Note that these functions are only banned in workflows. We encourage you to use them in communicators.
The function below (permalink) matches any case where a call expression (like Date()) or a new expression (like new Date()) are encountered. Errors are reported when a banned function is called, and their argument count matches the range in the table above.
const callsBannedFunction: ErrorChecker = (node, _fnDecl, _isLocal) => {
// Only match against expressions like `foo()` and `new Foo()`
if (Node.isCallExpression(node) || Node.isNewExpression(node)) {
/* Attempting to stringify the function call. I am doing this, rather than
just calling `.getText()`, since that may include code comments in it. */
const expr = node.getExpression();
const kids = expr.getChildren(); // This might not work for nodes with more child layers...
const text = (kids.length === 0) ? expr.getText() : kids.map((node) => node.getText()).join("");
const argCountRange = bannedFunctionsWithArgCountRanges.get(text);
if (argCountRange !== Nothing) {
const argCount = node.getArguments().length;
/* We do this range check because some function calls might match,
but another argument count might make them deterministic (for example,
the variants of `Date` with more than zero arguments return an output
that is not based on the current time, but rather only based on their inputs). */
if (argCount >= argCountRange.min && argCount <= argCountRange.max) {
return text; // Returning the function name key as an error message ID
}
}
}
};
Awaiting On Not-Allowed Types
This is the third determinism-related rule (permalink). It ensures that you never await anything which is not a WorkflowContext in a Workflow. Awaiting in a method usually indicates I/O, which in turn may be nondeterministic.
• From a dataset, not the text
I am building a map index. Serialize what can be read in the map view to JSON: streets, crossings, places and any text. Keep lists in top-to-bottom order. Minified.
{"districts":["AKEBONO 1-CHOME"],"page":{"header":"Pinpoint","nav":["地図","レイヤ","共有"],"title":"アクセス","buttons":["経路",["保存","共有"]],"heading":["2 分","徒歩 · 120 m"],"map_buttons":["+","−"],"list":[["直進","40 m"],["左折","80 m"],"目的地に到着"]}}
An example would be the call await fetch(url) for some URL: it could return different results each time you call it (note that I/O like await fetch(url) should be put in a communicator; it can then be called safely from the workflow).
Awaiting on a leftmost WorkflowContext is allowed (in an expression like await ctxt.invoke(BankTransactionHistory)....), since it’ll behave in a predictable manner under DBOS’ workflow constraints.
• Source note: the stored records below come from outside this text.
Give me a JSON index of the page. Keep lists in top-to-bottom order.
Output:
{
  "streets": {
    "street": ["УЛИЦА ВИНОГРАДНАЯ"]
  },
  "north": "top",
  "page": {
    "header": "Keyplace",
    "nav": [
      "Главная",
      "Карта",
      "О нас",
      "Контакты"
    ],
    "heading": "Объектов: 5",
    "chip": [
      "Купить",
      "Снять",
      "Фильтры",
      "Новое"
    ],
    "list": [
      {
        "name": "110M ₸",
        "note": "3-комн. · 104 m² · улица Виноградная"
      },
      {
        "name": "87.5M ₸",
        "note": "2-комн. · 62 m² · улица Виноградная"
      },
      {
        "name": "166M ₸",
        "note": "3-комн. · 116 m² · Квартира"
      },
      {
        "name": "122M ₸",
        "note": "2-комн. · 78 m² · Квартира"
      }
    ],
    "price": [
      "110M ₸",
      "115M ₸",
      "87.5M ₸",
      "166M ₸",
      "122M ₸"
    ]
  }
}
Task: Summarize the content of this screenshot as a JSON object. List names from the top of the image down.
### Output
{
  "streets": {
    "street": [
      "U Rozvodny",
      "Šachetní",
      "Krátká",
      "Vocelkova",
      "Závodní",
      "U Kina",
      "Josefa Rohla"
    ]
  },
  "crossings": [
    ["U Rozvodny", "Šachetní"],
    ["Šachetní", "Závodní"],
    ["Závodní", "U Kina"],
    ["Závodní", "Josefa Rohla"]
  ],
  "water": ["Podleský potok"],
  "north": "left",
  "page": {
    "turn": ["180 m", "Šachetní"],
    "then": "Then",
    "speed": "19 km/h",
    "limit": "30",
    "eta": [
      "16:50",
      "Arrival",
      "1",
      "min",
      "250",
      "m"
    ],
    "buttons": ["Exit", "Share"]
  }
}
Here are the only two possible cases where you can have an await in a Workflow:
- When the leftmost identifier is a WorkflowContext (for example, this).
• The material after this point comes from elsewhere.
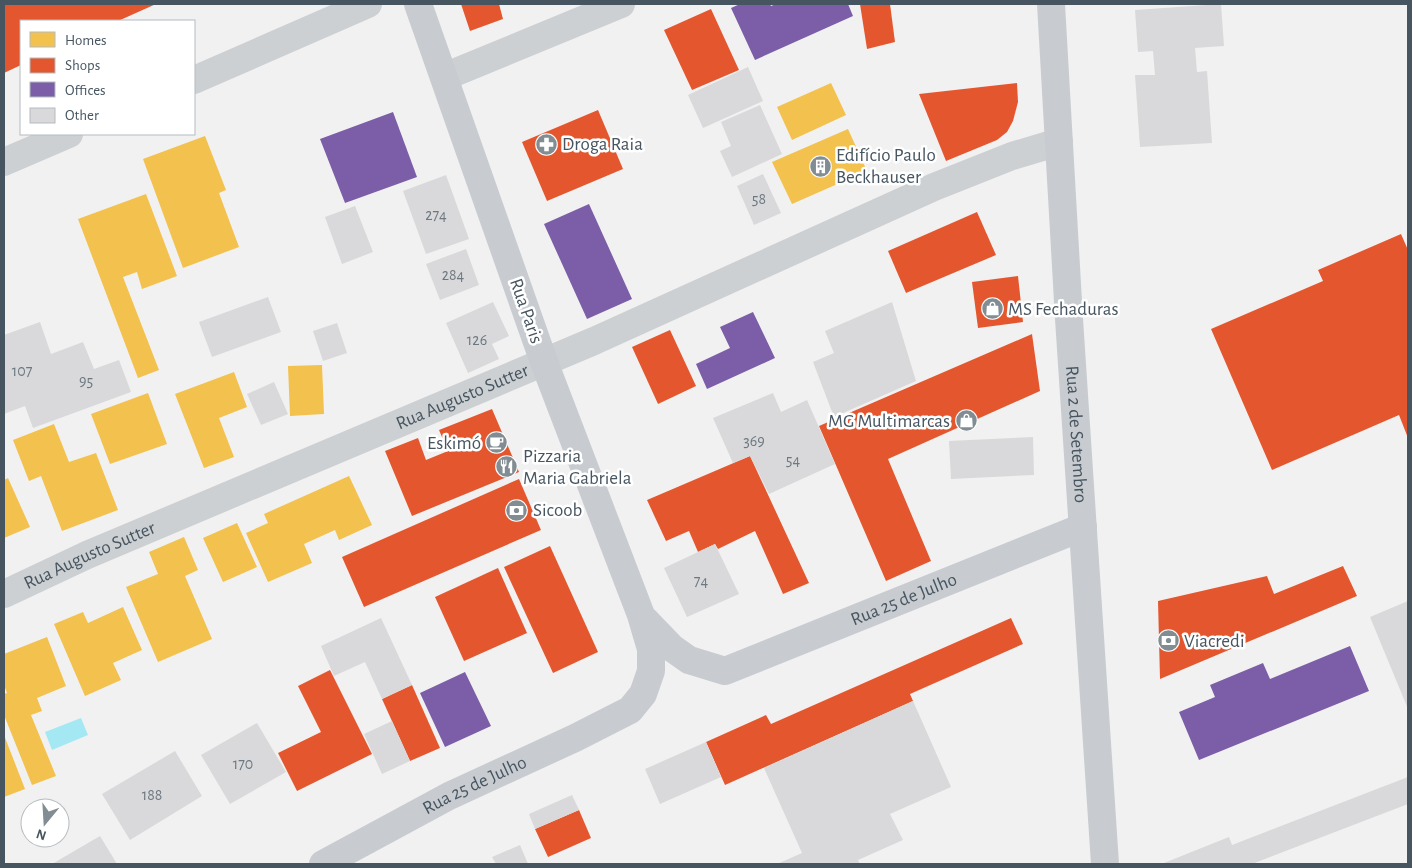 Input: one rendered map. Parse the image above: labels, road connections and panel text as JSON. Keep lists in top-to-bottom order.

- When you await upon an arbitrary function call, and you pass your WorkflowContext into that function (it is assumed that this helper function uses the WorkflowContext).
const awaitsOnNotAllowedType: ErrorChecker = (node, _fnDecl, _isLocal) => {
// This is a utility function used to check if a function call's parameters has an acceptable type in it.
function validTypeExistsInFunctionCallParams(functionCall: CallExpression, validTypes: Set<string>): boolean {
const argTypes = functionCall.getArguments().map(getTypeName);
return argTypes.some((argType) => validTypes.has(argType));
}
// Match against expressions like `await foo()`, or `await obj.foo()`.
if (Node.isAwaitExpression(node)) {
// The expression here is the right-side function call.
const functionCall = node.getExpression();
if (!Node.isCallExpression(functionCall)) return;
const lhs = reduceNodeToLeftmostLeaf(functionCall);
if (!Node.isIdentifier(lhs) && !Node.isThisExpression(lhs)) {
return;
}
//////////
// You may only await on a `WorkflowContext`, as of release 3.3.3.
const awaitingOnAllowedType = awaitableTypes.has(getTypeName(lhs));
if (!awaitingOnAllowedType) {
/* If the above requirement fails, check that a `WorkflowContext` is oneof the parameters, but only if the `ignoreAwaitsForCallsWithAContextParam`flag is set. */
if (ignoreAwaitsForCallsWithAContextParam &&
validTypeExistsInFunctionCallParams(functionCall, awaitableTypes)) {
return;
}
return "awaitingOnNotAllowedType";
}
}
};
Malformed Transactions
This is the first rule for validating transactions (permalink). The first three parts of this checker make sure that transactions have the expected parameters, that the database client type is supported, and other general things. In retrospect, I should have implemented validation like this for all DBOS methods, but I didn’t have enough time to implement that, unfortunately. The fourth part checks that the transaction context’s client is always used. It’s important that it’s always used because if it isn’t, the transaction still consumes database resources and can hold unnecessary database locks.
const transactionIsMalformed: ErrorChecker = (node, fnDecl, _isLocal) => {
The first part checks that the transaction has the expected TransactionContext<T> parameter.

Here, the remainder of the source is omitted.